Deduction for real interest expense
- Buying an apartment in Israel
Pursuant to Amendment 50 to the Real Estate Taxation Law, section 39A of the Taxation Law, real interest expenses paid by the seller to the bank will be recognized, provided that they are not deductible under the Income Tax Ordinance.
It will be noted that real interest expenses will be recognized according to section 39A, which constitutes a precise provision in this matter unlike section 39, which constitutes a general section.
The real interest is any amount repaid to the bank following the loan that has an addition to the principal but excludes any amount added to the principal due to the link to the consumer price index.
And excluding other payments, such as fines, arrears interest for those who are late in mortgage payments, and more.
The conditions for recognizing the real interest rate are that the expense is not recognized for income tax purposes and in addition, the loan was received close to the purchase or improvement of the apartment and was actually used for this purpose, as well as less common restrictions.
The law stipulates: “(a) In the sale of a right in real estate, a deduction is allowed for the purpose of determining the amount of the appreciation, in addition to the expenses allowed under section 39, real interest payments, if not deductible under the order paid by the seller, from 90 days after the day of sale, due to a loan, he received … “.

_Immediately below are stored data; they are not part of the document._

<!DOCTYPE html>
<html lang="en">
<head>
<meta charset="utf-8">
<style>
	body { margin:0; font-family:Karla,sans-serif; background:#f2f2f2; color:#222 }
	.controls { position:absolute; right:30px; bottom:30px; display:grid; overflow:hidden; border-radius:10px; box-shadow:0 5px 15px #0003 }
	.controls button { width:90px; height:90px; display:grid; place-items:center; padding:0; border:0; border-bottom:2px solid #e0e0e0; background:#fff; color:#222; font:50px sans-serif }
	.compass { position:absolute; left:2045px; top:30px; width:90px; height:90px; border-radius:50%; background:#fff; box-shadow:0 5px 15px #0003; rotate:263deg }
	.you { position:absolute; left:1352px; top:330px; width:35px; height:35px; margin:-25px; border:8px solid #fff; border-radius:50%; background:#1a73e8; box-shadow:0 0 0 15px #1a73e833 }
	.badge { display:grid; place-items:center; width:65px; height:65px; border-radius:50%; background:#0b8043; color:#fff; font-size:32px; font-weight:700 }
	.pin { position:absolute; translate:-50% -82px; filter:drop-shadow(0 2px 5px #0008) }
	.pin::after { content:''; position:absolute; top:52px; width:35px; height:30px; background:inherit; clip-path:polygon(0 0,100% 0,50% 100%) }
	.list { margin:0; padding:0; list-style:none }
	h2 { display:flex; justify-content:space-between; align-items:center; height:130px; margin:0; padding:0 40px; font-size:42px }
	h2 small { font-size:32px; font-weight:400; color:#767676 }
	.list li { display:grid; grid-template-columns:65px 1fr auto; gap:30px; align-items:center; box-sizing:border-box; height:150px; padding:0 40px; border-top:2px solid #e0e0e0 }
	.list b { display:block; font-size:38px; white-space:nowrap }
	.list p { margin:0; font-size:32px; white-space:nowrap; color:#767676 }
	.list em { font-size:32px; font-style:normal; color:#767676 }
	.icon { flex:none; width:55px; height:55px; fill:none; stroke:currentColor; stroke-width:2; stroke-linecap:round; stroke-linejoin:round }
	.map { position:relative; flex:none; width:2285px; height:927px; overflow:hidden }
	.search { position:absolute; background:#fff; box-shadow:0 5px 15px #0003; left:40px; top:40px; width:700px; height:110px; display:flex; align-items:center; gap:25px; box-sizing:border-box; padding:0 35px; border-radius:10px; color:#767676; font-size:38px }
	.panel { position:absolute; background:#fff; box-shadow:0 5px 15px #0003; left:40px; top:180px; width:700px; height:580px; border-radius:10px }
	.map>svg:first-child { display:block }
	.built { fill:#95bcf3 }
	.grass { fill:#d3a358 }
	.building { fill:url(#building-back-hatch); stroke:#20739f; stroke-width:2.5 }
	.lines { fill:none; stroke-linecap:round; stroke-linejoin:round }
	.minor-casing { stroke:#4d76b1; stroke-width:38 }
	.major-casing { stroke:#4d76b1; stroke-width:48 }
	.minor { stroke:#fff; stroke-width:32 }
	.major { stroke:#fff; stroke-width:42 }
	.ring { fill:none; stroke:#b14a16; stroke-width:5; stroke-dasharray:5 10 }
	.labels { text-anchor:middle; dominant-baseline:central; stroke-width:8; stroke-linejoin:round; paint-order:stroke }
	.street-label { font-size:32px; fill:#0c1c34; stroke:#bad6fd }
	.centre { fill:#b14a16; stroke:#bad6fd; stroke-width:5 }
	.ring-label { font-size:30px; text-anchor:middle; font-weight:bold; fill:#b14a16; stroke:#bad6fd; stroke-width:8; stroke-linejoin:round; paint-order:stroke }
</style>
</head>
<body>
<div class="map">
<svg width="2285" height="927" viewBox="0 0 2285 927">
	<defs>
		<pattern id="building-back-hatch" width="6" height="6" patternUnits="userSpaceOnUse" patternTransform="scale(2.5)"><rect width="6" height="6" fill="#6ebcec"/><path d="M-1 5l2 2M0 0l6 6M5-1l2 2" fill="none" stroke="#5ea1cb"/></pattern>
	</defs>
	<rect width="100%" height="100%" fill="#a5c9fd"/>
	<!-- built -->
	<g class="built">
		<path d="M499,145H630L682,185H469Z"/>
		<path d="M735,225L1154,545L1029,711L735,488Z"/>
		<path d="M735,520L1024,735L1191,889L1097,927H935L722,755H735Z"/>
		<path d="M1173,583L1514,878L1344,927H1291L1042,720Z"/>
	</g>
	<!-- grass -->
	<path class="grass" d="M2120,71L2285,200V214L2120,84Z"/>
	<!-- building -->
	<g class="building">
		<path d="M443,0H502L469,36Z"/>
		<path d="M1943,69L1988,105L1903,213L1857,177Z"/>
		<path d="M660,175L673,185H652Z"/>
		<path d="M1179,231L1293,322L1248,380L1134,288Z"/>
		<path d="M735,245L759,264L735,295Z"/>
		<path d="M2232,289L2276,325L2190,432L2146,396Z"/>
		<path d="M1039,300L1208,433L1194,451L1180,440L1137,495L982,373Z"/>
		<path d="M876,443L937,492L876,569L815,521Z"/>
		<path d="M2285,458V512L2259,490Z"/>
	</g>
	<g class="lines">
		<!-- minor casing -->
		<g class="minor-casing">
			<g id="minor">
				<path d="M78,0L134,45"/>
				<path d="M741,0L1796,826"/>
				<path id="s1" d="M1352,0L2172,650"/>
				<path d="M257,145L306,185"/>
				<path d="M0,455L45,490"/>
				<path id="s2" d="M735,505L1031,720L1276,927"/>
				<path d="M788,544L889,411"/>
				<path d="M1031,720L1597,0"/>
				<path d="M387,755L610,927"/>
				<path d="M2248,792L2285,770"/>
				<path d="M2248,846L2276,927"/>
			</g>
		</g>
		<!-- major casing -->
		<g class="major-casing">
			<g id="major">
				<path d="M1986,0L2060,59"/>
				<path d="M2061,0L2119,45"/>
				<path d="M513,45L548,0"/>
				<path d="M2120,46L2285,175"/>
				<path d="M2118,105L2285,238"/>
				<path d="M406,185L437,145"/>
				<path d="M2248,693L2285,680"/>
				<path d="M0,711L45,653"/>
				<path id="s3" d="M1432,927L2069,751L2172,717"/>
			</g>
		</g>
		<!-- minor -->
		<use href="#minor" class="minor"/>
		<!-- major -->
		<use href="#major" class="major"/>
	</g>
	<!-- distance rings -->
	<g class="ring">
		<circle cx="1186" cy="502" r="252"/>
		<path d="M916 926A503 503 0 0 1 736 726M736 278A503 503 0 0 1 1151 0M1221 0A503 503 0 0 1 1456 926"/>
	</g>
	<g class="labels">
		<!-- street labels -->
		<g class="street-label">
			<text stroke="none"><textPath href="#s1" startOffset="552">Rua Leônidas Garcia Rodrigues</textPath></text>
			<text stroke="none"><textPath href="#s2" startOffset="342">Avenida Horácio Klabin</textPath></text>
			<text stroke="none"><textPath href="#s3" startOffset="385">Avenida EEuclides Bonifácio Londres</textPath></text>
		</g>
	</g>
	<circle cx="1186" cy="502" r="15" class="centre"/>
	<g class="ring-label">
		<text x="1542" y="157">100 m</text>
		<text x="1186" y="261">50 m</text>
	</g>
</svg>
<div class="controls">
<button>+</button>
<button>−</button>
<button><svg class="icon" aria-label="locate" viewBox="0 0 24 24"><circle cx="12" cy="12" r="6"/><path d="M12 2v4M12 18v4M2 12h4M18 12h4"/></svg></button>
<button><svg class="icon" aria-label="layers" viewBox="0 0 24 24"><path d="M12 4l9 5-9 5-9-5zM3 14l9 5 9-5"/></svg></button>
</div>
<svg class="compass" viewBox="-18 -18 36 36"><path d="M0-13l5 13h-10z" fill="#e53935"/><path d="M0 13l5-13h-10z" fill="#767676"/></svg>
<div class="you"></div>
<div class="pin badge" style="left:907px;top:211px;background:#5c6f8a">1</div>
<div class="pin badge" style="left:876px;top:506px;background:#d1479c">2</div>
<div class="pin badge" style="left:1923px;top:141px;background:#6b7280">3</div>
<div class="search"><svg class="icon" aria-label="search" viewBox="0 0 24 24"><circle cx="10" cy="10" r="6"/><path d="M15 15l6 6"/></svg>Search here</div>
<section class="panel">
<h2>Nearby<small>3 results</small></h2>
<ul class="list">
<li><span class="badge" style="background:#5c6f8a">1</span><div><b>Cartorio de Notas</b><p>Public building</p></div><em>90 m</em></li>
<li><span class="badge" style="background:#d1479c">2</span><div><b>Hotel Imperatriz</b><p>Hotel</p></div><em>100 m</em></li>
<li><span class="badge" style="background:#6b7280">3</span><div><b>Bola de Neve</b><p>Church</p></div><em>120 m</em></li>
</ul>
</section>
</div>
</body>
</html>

It should be noted that each ‘mortgagee’ receives a breakdown of the real interest payments in the annual statements sent by the Mortgage Bank, and it is advisable to keep these reports.
And again, this expenditure of real interest would not be recognized for the purposes of appreciation tax if the seller could have demanded recognition of this expenditure against rental income, even if he did not request that this expenditure be actually recognized.